Try to then eliminate both $q$ and $r$ to make this in terms of $p$.


Motivation

Firstly one might try $p=q=r=1$ and get $p^3+q^3+r^3+4pqr=7$

But the trying of more cases will reveal that this is not the maximum. One might then try to fix a term and see what is the maximum with the fixed term.

e.g. Set $p=3/2$. Then $p^3+q^3+r^3+4pqr=27/8+q^3+r^3+6qr$, $q+r=3/2$

The $q^3+r^3$ motivates writing $q^3+r^3+6qr$ in the form $(q+r)^3-something$ as $(q+r)^3=27/8$, dealing with the $q^3$ and $r^3$ terms.

i.e. $q^3+r^3+6qr=q^3+r^3+3(q+r)(qr)+(6-3q-3r)qr=(3/2)^3+(3/2)qr$

Then we are left to maximise $qr$, which is simple by AM-GM. (i.e. $q=r=3/4$) Trying to do this without fixing p at the start leads to the solution.

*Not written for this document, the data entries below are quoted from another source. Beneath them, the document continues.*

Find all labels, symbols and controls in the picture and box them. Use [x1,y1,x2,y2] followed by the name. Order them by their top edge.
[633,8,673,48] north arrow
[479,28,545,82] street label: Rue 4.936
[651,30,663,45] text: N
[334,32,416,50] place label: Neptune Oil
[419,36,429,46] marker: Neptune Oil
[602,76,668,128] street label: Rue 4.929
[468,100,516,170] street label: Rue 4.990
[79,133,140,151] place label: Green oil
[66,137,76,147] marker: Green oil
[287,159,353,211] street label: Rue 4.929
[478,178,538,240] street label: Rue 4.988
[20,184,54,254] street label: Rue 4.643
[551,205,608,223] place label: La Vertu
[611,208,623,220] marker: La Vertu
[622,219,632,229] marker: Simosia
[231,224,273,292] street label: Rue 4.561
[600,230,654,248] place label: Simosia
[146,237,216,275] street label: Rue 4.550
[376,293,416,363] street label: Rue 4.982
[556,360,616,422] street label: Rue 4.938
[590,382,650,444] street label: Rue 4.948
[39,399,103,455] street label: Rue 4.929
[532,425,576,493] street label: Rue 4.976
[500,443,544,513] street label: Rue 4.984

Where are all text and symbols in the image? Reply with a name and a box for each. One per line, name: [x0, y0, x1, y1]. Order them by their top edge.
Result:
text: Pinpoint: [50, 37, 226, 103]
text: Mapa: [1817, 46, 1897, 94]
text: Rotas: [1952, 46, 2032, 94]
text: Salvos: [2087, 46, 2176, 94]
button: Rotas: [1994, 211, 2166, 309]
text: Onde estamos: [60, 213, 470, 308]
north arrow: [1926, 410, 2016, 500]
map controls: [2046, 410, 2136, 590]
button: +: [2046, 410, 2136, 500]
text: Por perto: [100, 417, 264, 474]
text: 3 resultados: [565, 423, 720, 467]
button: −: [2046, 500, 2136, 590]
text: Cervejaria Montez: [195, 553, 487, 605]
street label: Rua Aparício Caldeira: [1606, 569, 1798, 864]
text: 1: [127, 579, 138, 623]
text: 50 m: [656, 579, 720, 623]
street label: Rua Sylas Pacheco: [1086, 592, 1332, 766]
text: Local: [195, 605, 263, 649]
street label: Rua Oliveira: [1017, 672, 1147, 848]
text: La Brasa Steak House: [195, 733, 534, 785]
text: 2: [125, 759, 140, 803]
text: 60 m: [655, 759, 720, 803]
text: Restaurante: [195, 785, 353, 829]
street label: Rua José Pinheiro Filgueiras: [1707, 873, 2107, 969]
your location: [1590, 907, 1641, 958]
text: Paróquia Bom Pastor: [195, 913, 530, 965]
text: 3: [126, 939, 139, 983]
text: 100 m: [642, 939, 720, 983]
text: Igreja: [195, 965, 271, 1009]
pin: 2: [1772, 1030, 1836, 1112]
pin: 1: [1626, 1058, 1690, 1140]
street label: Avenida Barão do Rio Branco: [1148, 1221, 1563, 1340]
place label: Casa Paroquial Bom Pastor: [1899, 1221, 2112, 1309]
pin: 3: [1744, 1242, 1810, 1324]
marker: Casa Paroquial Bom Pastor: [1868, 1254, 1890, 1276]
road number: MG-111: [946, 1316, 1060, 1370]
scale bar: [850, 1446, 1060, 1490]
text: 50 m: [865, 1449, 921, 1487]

Solution $$p^3+q^3+r^3+4pqr$$ $$=p^3+q^3+r^3+3(q+r)qr+(4p-3q-3r)qr$$ $$=p^3+(3-p)^3+(4p-(9-3p))qr$$ $$=p^3+(3-p)^3+(7p-9)qr$$ This is
less than or equal to $p^3+(3-p)^3+(7p-9)(\frac{3-p}{2})^2$, equality when $q=r$ if $p\geq 9/7$ and
less than or equal to $p^3+(3-p)^3+(7p-9)(1.5)(1.5-p)$, equality when one of $q, r$ equals $1.5$ if $p\leq 9/7$.

Note that among $p, q, r$, the smallest number has to be less than or equal to $1$. Without loss of generality $p\leq q \leq r$. Then $p\leq 9/7$. For $p^3+q^3+r^3+4pqr$ to be maximal, one of $q, r$ is 1.5. As $r$ is the largest, $r=1.5$.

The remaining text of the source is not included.